DATASET ENTRIES below:

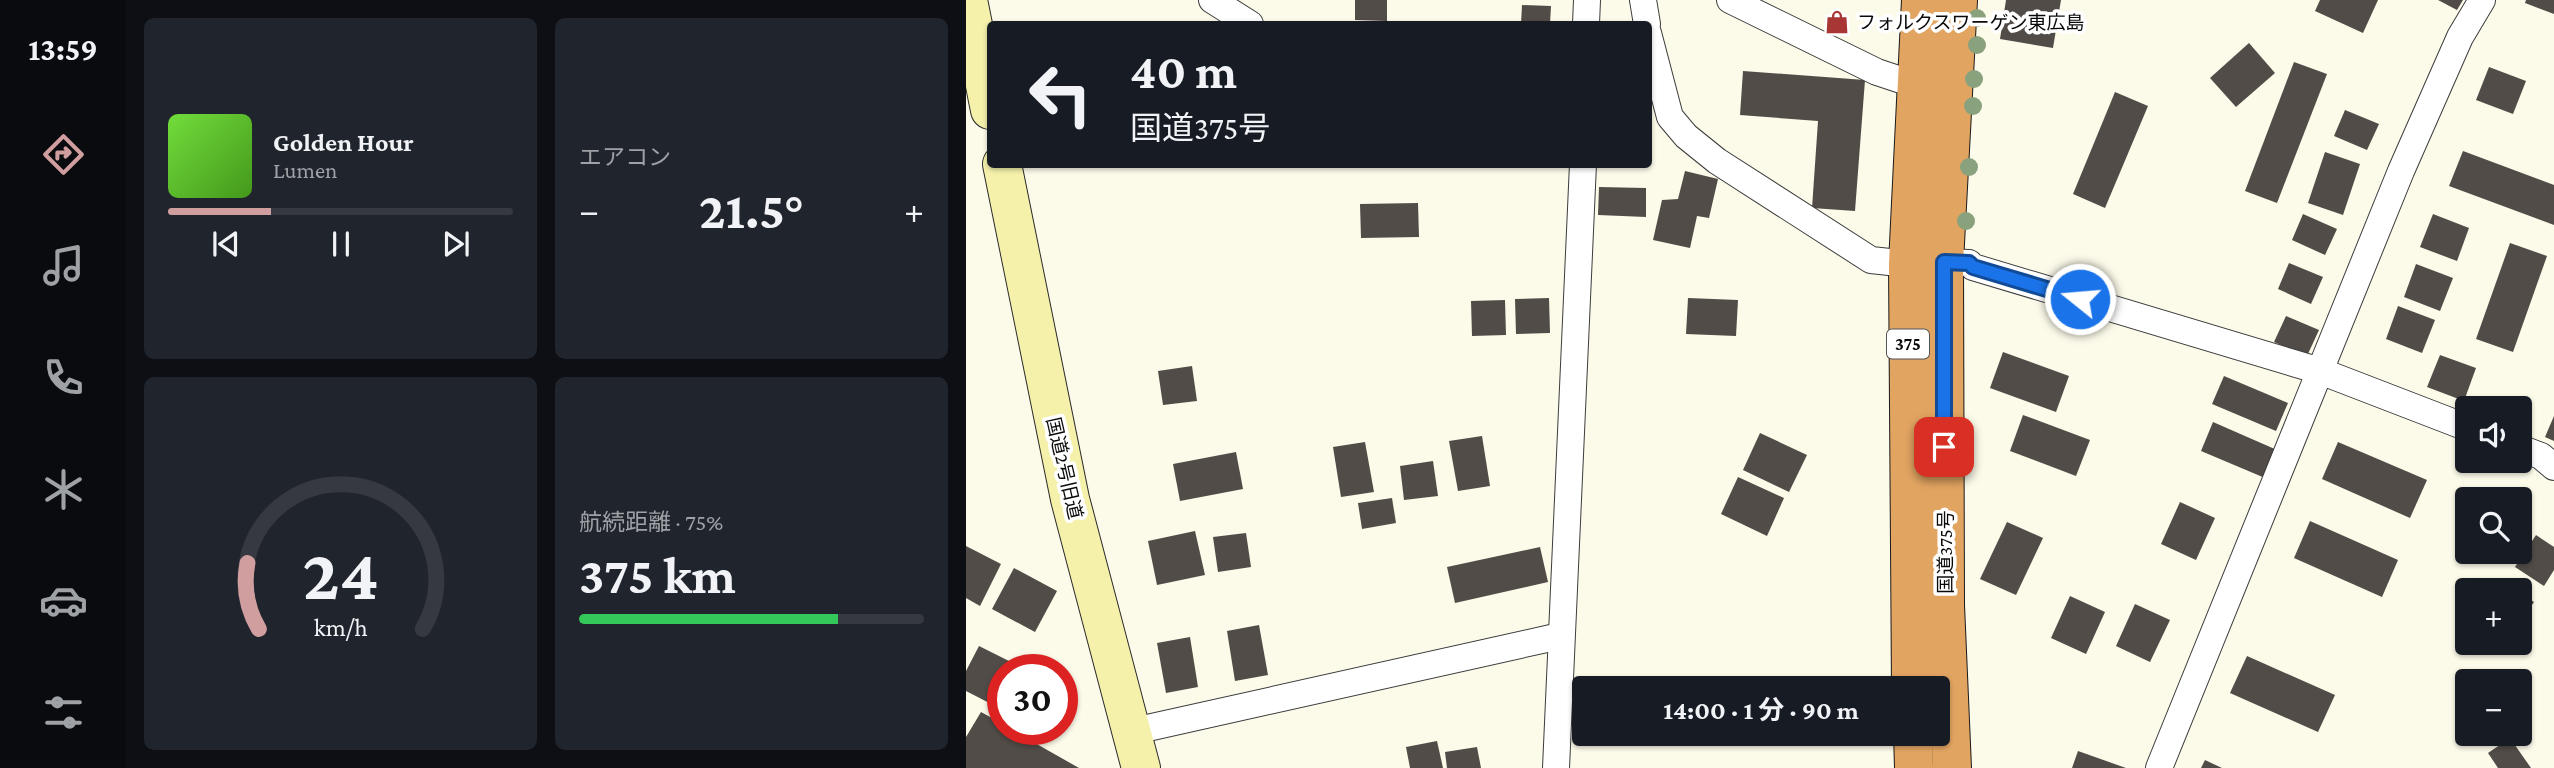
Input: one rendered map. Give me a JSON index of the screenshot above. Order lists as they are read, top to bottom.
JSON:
{
  "streets": {
    "highway": ["375", "国道375号"],
    "street": ["国道2号旧道"]
  },
  "places": {
    "shop": ["フォルクスワーゲン東広島"]
  },
  "page": {
    "tabs": "13:59",
    "tile": [
      "エアコン",
      ["航続距離 · 75%", "375 km"]
    ],
    "turn": ["40 m", "国道375号"],
    "song": ["Golden Hour", "Lumen"],
    "heat": ["−", "21.5°", "+"],
    "map_buttons": ["+", "−"],
    "limit": "30",
    "trip": "14:00 · 1 分 · 90 m",
    "gauge": ["24", "km/h"]
  }
}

End of DATASET ENTRIES.

● **WHAT IS EXPECTED**: Go through the listing and restate each line word for word, leaving out the pictures.

● **ANSWER TO THE EXERCISE**:
Input: one rendered map. Give me a JSON index of the screenshot above. Order lists as they are read, top to bottom.
JSON:
{
  "streets": {
    "highway": ["375", "国道375号"],
    "street": ["国道2号旧道"]
  },
  "places": {
    "shop": ["フォルクスワーゲン東広島"]
  },
  "page": {
    "tabs": "13:59",
    "tile": [
      "エアコン",
      ["航続距離 · 75%", "375 km"]
    ],
    "turn": ["40 m", "国道375号"],
    "song": ["Golden Hour", "Lumen"],
    "heat": ["−", "21.5°", "+"],
    "map_buttons": ["+", "−"],
    "limit": "30",
    "trip": "14:00 · 1 分 · 90 m",
    "gauge": ["24", "km/h"]
  }
}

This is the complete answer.